All mouse groups (G–L) were intratracheally challenged with l06 TCID 50 of SARS-CoV-2. Body temperatures of all groups and the placebo group were measured after virus challenge from 0 to 7 dpi. Blood was collected, and serum biochemical parameters and immunological markers were monitored at different time points (Human anti CD40, Anti-CD8, CMV IgG, PAI1 Human Plasminogen Activator Inhibitor 1 (PAI1), CD4 T-cell count, CD8 T-cell count, D-Dimer, Inflammatory array (quantitative) IL-1 alpha, IL-1 beta, IL-4, IL-6, IL-8, IL-10, IL-13, MCP-1, IFN-gamma, TNF alpha, C-Reactive Protein, LDH Assay Kit/Cardiac Troponin I enzyme, Lactate Dehydrogenase, Serological detection for COVID-19 IgG, IgM in serum samples, and nasotracheal swab for detection of qualitative SARS-CoV-2 RNA).

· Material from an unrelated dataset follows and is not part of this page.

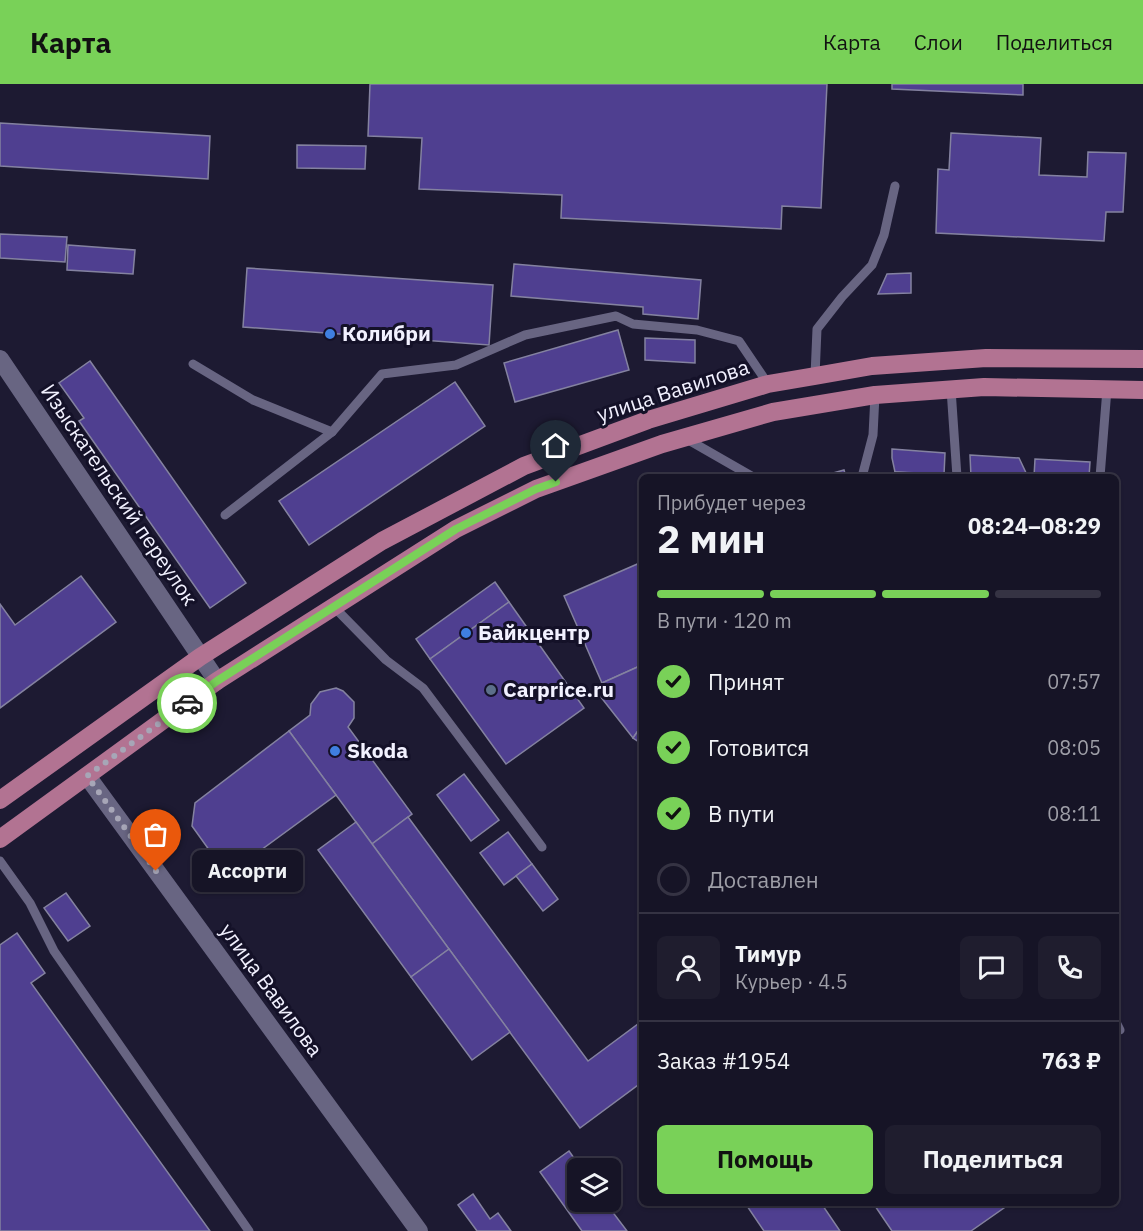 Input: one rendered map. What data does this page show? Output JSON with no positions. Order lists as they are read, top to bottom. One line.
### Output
{"streets":{"main road":["улица Вавилова"],"street":["Изыскательский переулок"]},"crossings":[["улица Вавилова","Изыскательский переулок"]],"places":["Колибри","Байкцентр","Carprice.ru","Skoda","Ассорти"],"page":{"header":"Карта","nav":["Карта","Слои","Поделиться"],"heading":["2 мин","Прибудет через","08:24–08:29"],"panel":["Тимур","Курьер · 4.5","Заказ #1954","763 ₽"],"bar":"В пути · 120 m","list":[["Принят","07:57"],["Готовится","08:05"],["В пути","08:11"],"Доставлен"],"bubble":"Ассорти","buttons":["Помощь","Поделиться"]}}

At day 7 after virus inoculation and at day 28 after immunization with CRCx2 and CRCx3, groups G, H, and I were immunized intraperitoneally and intramuscularly with CRCx3 at three doses (0.25, 0.35, 0.40 ml/dose) using a syringe with a 25-mm needle with a high (0.40 ml/dose), middle (0.35 ml/dose), or low (0.25 ml/dose) dose at day 7. The second dose was given at day fourteen, and the last dose was given at day 21 (7-day interval). Groups J and K were immunized intraperitoneally and intramuscularly with CRCx2 with two doses (0.25, 0.40 ml/dose) using a syringe with a 25-mm needle with a high (0.40 ml/dose) and low (0.25 ml/dose) dose of at day 7, and the second dose was given at day 14 (also a 7-day interval). Group L had a placebo.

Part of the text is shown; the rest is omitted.